» The problem
Below are records; reproduce exactly the lines from the first through the one containing "-41px;filter:drop-shadow(0 1px 2px".

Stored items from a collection

┄┄┄┄┄┄┄┄┄┄

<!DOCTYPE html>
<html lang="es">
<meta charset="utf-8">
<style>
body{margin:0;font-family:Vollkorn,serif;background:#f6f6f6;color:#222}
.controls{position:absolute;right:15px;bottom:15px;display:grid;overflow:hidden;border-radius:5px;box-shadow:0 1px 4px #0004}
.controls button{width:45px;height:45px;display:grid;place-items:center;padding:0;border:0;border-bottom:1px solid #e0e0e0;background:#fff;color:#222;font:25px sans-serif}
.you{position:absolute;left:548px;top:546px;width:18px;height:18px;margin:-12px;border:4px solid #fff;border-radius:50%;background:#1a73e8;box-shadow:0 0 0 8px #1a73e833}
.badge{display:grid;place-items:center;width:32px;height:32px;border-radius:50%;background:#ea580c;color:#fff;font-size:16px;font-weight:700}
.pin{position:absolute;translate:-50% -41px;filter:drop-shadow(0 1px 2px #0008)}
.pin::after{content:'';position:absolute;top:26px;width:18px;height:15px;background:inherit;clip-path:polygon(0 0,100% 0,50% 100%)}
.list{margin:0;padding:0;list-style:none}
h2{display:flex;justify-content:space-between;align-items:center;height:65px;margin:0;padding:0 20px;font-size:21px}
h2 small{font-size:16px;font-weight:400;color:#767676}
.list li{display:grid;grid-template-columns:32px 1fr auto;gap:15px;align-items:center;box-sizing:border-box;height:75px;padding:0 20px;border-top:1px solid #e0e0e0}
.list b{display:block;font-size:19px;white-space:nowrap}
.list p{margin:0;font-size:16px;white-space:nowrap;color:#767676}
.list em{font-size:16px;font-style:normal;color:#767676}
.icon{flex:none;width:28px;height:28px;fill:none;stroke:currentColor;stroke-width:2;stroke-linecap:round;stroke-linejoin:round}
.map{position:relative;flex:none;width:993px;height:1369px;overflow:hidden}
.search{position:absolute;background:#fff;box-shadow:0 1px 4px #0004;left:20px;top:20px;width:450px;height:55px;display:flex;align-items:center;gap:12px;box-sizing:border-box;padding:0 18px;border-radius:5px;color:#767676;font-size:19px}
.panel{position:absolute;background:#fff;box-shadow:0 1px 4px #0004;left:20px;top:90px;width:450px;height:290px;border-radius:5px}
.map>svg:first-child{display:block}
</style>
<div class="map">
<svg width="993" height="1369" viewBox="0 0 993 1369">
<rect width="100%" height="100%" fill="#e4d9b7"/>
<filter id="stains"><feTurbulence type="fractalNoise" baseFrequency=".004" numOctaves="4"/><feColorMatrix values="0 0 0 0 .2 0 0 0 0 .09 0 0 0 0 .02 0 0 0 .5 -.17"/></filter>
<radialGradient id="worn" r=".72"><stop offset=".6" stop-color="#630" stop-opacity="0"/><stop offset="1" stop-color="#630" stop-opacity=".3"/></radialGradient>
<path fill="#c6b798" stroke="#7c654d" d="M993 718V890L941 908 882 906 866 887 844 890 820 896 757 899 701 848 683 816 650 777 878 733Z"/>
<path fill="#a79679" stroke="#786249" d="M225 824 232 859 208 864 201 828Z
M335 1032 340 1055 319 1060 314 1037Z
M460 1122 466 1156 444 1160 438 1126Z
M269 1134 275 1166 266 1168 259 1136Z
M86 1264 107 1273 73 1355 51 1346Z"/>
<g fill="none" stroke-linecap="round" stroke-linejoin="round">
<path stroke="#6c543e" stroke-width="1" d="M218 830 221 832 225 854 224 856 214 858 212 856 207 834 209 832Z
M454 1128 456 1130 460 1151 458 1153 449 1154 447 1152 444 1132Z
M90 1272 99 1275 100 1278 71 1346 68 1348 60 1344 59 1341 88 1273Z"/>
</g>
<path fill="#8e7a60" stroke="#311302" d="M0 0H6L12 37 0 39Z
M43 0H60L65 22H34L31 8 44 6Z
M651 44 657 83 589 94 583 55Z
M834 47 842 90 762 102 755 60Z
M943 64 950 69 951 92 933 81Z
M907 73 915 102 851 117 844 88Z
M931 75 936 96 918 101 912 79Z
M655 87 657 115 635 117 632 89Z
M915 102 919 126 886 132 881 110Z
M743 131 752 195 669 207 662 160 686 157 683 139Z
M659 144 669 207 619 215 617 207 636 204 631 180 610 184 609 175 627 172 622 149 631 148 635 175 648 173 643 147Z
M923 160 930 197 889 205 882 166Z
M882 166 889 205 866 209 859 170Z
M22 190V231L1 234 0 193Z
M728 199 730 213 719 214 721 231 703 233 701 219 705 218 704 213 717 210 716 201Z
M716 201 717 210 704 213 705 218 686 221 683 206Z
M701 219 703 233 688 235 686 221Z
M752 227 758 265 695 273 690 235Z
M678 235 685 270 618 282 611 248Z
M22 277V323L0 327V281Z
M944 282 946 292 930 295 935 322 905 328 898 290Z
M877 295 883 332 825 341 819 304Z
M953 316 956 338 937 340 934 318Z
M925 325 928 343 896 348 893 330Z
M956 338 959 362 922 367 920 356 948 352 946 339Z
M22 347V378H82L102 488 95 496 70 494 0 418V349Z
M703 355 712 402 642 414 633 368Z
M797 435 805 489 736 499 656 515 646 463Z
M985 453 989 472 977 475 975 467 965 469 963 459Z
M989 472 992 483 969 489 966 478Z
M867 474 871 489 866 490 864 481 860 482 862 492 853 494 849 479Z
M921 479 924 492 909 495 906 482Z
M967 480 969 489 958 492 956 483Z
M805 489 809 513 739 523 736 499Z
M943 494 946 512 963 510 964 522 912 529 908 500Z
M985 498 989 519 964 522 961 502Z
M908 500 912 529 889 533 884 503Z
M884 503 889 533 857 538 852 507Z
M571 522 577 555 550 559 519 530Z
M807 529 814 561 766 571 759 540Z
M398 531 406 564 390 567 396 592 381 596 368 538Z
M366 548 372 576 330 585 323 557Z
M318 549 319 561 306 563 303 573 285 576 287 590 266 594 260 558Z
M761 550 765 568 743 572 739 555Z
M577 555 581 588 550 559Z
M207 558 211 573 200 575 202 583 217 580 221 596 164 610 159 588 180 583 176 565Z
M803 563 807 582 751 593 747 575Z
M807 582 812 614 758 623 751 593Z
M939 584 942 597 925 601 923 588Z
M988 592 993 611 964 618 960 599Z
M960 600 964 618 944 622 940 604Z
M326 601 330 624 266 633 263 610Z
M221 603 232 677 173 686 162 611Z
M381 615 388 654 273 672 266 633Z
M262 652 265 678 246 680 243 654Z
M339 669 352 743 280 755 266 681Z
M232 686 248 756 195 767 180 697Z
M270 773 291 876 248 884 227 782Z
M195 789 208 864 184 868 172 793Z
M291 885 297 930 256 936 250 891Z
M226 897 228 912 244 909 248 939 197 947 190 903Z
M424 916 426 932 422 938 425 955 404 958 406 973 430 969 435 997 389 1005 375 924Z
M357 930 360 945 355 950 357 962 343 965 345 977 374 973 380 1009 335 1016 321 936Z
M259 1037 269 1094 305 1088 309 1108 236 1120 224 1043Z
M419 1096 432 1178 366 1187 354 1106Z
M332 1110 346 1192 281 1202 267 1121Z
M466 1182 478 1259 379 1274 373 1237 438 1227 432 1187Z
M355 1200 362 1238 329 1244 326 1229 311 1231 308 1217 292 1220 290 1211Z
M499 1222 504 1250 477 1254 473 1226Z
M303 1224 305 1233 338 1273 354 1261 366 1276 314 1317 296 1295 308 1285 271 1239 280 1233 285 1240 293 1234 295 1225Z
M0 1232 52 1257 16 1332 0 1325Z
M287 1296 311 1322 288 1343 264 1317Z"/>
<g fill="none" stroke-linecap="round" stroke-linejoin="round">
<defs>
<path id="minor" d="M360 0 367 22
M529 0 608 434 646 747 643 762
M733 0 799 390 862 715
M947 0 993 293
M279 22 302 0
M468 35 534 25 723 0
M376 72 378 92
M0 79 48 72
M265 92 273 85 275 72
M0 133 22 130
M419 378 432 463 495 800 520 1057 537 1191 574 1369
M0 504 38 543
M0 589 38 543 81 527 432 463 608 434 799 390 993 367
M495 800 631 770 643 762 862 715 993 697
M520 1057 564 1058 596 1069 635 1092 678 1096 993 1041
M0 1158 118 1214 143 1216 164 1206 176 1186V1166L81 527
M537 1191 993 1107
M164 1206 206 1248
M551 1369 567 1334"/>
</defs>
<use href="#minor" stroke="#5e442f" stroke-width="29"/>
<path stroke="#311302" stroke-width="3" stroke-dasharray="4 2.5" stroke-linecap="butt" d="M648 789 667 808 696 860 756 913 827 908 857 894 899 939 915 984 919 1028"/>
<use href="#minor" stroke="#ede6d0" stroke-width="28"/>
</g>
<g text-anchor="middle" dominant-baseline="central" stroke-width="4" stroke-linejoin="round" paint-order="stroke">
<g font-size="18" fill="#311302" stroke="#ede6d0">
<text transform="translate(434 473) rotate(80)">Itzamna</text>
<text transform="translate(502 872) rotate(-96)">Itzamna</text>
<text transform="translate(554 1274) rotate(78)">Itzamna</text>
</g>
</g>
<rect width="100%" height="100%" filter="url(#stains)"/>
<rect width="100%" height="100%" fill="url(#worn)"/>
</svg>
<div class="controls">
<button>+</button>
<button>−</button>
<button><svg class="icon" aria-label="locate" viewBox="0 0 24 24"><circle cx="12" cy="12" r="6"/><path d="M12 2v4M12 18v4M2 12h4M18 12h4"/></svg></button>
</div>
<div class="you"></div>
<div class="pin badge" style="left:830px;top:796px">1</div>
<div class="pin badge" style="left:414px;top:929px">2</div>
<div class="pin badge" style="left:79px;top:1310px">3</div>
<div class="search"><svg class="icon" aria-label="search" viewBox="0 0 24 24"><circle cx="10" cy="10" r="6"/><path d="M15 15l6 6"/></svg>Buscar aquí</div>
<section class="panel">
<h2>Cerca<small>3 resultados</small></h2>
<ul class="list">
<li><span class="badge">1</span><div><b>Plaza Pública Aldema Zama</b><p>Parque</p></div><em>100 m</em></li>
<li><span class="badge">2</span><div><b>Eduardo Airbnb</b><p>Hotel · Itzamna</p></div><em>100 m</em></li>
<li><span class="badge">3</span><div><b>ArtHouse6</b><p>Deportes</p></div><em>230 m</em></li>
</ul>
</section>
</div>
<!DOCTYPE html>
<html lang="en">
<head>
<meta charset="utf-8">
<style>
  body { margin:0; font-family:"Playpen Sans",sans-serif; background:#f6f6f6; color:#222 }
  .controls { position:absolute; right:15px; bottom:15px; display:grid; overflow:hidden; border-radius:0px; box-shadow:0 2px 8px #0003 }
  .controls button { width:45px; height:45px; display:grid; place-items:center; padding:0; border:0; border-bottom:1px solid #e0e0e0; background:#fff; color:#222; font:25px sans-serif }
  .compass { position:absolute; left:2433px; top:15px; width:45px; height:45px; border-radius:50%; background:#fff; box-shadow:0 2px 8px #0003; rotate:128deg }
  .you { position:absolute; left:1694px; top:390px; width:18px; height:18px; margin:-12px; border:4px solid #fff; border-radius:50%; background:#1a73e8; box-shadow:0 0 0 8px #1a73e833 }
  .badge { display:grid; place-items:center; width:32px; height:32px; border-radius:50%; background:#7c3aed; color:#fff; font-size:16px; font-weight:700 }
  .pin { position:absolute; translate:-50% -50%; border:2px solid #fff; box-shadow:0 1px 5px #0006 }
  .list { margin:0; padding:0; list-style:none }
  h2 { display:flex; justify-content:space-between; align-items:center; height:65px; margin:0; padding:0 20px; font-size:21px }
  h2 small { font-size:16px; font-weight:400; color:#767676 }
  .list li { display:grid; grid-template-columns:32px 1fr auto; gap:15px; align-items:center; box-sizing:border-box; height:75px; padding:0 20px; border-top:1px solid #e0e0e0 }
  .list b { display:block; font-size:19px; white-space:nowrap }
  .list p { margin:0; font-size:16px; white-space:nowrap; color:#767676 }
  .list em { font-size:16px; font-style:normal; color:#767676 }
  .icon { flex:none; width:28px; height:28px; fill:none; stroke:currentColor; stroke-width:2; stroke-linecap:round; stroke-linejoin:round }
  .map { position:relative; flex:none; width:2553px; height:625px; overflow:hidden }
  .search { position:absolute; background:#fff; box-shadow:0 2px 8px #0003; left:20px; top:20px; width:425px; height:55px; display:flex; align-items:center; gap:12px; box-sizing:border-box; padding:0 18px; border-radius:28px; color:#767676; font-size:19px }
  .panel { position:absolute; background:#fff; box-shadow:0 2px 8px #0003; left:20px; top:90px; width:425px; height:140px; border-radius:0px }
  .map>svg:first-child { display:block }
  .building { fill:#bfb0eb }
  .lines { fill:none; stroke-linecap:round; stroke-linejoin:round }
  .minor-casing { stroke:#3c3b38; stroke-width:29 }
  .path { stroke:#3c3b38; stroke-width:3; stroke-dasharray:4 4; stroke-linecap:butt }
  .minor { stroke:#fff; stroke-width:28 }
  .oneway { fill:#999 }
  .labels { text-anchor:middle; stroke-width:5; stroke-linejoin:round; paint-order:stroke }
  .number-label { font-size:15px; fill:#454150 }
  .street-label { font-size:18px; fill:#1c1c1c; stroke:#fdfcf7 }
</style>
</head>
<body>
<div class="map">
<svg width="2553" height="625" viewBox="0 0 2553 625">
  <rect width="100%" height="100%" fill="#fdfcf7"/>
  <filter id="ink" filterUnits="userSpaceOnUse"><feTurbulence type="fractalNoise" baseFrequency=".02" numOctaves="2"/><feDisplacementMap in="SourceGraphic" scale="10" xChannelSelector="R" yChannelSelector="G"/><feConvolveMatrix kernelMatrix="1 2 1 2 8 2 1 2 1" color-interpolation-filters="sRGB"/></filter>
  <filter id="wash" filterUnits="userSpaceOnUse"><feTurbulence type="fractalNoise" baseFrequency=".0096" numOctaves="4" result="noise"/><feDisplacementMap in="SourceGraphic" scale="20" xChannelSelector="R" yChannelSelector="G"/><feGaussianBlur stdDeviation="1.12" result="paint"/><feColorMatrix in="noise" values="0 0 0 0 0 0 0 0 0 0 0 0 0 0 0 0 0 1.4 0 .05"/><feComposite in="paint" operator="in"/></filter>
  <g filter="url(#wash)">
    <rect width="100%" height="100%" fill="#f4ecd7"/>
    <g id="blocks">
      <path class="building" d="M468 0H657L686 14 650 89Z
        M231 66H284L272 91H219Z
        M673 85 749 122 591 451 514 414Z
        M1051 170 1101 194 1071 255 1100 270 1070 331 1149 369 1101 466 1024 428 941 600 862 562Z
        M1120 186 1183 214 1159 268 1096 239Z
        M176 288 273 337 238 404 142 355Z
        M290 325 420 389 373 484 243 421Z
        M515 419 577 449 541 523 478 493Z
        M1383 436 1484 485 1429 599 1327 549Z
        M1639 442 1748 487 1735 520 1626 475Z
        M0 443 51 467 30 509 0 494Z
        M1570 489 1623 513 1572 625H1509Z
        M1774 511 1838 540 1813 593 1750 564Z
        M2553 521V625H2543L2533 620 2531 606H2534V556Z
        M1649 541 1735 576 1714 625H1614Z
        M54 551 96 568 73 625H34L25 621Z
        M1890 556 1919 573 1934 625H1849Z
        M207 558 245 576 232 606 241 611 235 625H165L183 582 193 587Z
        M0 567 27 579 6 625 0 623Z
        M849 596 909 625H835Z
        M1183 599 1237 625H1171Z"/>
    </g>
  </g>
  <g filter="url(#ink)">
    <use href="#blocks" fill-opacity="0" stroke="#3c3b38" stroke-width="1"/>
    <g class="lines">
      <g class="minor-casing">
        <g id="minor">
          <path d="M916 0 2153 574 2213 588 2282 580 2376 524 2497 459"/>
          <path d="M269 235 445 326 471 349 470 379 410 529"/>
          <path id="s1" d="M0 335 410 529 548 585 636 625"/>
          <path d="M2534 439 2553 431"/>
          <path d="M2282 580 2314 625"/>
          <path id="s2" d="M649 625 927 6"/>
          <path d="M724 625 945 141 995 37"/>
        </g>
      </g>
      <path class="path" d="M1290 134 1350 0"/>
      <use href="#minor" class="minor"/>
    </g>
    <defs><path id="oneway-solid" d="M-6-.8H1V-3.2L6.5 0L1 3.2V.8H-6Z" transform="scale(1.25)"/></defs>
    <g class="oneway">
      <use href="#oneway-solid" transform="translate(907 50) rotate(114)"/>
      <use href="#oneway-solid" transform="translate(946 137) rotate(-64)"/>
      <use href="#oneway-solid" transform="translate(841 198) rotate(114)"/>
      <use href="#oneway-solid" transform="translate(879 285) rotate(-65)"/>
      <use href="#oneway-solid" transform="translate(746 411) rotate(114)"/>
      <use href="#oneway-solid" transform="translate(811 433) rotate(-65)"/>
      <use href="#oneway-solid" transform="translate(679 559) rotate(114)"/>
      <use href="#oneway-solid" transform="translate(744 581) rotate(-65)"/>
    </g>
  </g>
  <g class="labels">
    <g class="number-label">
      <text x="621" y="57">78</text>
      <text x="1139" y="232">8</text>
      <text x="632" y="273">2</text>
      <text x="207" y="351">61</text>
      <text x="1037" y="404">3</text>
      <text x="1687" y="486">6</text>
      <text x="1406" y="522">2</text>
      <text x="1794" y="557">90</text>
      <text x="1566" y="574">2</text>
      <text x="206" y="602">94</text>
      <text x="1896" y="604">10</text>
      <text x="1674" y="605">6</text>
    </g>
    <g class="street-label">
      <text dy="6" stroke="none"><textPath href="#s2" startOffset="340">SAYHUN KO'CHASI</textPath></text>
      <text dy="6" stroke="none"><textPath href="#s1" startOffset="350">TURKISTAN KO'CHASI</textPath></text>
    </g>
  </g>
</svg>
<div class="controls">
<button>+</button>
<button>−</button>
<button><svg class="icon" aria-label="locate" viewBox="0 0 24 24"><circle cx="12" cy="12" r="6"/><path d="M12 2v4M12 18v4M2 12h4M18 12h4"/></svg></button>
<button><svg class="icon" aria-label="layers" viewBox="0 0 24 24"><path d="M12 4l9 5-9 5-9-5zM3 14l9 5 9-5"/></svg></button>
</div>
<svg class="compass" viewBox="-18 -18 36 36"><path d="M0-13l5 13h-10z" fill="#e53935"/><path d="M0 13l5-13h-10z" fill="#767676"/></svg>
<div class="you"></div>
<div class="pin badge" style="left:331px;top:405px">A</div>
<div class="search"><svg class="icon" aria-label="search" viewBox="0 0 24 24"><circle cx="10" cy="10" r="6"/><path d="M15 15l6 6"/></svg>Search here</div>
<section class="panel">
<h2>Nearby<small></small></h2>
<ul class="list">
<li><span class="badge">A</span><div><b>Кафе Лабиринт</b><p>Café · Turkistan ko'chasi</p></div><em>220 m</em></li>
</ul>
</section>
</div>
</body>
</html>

┄┄┄┄┄┄┄┄┄┄

» Written response
<!DOCTYPE html>
<html lang="es">
<meta charset="utf-8">
<style>
body{margin:0;font-family:Vollkorn,serif;background:#f6f6f6;color:#222}
.controls{position:absolute;right:15px;bottom:15px;display:grid;overflow:hidden;border-radius:5px;box-shadow:0 1px 4px #0004}
.controls button{width:45px;height:45px;display:grid;place-items:center;padding:0;border:0;border-bottom:1px solid #e0e0e0;background:#fff;color:#222;font:25px sans-serif}
.you{position:absolute;left:548px;top:546px;width:18px;height:18px;margin:-12px;border:4px solid #fff;border-radius:50%;background:#1a73e8;box-shadow:0 0 0 8px #1a73e833}
.badge{display:grid;place-items:center;width:32px;height:32px;border-radius:50%;background:#ea580c;color:#fff;font-size:16px;font-weight:700}
.pin{position:absolute;translate:-50% -41px;filter:drop-shadow(0 1px 2px #0008)}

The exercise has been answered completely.